Hyperhomocysteinemia in pregnant women
Hyperhomocysteinemia in pregnant women remains one of the leading causes of neural tube defects (anencephaly, meningocele and spina bifida), lower limb defects and congenital heart defects in the fetus, and can also have direct fetotoxic and teratogenic effects. In later stages of pregnancy, hyperhomocysteinemia is the main cause of the development of chronic placental insufficiency and chronic intrauterine fetal hypoxia, which leads to a decrease in the genetically determined weight of the fetus and a decrease in the functional reserves of all life-supporting systems of the newborn.
In the presence of homocysteine in excess concentrations, sodium-potassium adenosine triphosphatase in the membrane of vascular smooth muscle cells is inhibited, intracellular sodium concentration increases, and electrolyte disturbances develop. This causes vasospasm and becomes an essential element of the vicious circle that underlies the mechanism of development of arterial hypertension, preeclampsia and associated complications.

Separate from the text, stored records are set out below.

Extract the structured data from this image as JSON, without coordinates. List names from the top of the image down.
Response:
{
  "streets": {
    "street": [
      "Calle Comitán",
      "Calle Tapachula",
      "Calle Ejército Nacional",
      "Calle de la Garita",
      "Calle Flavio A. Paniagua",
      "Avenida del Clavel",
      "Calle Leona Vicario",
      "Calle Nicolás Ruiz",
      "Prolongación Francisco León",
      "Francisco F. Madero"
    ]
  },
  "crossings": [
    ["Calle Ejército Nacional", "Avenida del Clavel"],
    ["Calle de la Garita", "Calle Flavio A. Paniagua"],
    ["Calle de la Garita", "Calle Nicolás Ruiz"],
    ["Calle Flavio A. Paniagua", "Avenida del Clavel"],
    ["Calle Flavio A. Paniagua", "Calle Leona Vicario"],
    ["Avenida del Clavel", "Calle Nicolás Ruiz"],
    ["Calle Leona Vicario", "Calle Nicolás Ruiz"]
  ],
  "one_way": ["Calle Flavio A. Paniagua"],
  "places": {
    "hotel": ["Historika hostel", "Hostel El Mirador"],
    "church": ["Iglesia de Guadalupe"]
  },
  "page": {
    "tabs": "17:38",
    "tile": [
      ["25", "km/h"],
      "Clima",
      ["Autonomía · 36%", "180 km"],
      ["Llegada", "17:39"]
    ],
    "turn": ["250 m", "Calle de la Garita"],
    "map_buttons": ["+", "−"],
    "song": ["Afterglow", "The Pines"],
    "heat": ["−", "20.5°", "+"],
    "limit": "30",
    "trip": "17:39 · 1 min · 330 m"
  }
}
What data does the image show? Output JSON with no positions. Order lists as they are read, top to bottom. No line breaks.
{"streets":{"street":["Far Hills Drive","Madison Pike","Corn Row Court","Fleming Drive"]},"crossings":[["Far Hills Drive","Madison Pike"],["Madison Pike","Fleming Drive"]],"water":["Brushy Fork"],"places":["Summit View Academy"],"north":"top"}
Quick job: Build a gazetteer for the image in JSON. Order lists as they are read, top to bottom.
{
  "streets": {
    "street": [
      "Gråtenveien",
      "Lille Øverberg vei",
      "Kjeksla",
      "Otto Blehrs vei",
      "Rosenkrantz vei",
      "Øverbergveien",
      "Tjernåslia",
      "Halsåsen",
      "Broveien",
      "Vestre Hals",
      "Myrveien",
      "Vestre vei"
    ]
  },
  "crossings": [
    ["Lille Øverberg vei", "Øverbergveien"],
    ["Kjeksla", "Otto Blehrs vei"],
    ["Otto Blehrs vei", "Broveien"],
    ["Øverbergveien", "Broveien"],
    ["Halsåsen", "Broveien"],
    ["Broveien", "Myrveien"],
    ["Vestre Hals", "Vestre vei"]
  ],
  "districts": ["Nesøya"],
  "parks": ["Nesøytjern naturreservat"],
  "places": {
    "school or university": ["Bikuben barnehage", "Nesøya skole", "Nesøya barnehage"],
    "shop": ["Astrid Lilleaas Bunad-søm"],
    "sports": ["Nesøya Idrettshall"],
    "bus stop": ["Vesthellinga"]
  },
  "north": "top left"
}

In this regard, gynecologists conduct a dynamic assessment of blood homocysteine levels in pregnant women suffering from various forms of arterial hypertension.
This indicator is a marker of endothelial dysfunction and a prognostic indicator of the development of obstetric complications. In chronic arterial hypertension, the highest level of blood homocysteine is detected in the first trimester of pregnancy. In preeclampsia and preeclampsia against the background of chronic arterial hypertension, higher levels of blood homocysteine are found in the second and third trimesters of pregnancy. Blood homocysteine levels in the third trimester of pregnancy above 5.8 µmol/l are associated with the development of preeclampsia.
Clinical relevance
1. Determination of Homocysteine is indicated for any etiological assessment of venous or arterial thrombosis, especially at a young age. It is recommended to simultaneously measure vitamin B12 and folic acid to determine (rule out) hyperhomocysteinemia due to vitamin deficiencies.2. Examination of patients with suspected hereditary disorders of methionine metabolism, including: deficiency of cystathionine beta synthase (homocystinuria) and deficiency of methylenetetrahydrofolate reductase (MTHFR) and its heat-labile variants: methionine synthase deficiency, disorders of cobalamin metabolism.
Indications
- Assessment of the degree of deficiency of folic acid and B vitamins;
- Diagnosis of homocystinuria;
- Homocystinuria in the family history in the absence of symptoms of the disease (preventive examination);
- Determination of the degree of risk of diseases of the cardiovascular system, disorders of placental circulation;
- Genetic predisposition to pathologies of the coronary arteries;
- Management of pregnancy in patients at risk;
- Diagnosed diabetes mellitus in a pregnant woman.
The interpretation of the analysis results is carried out by specialists: gynecologist, endocrinologist, therapist, family doctor.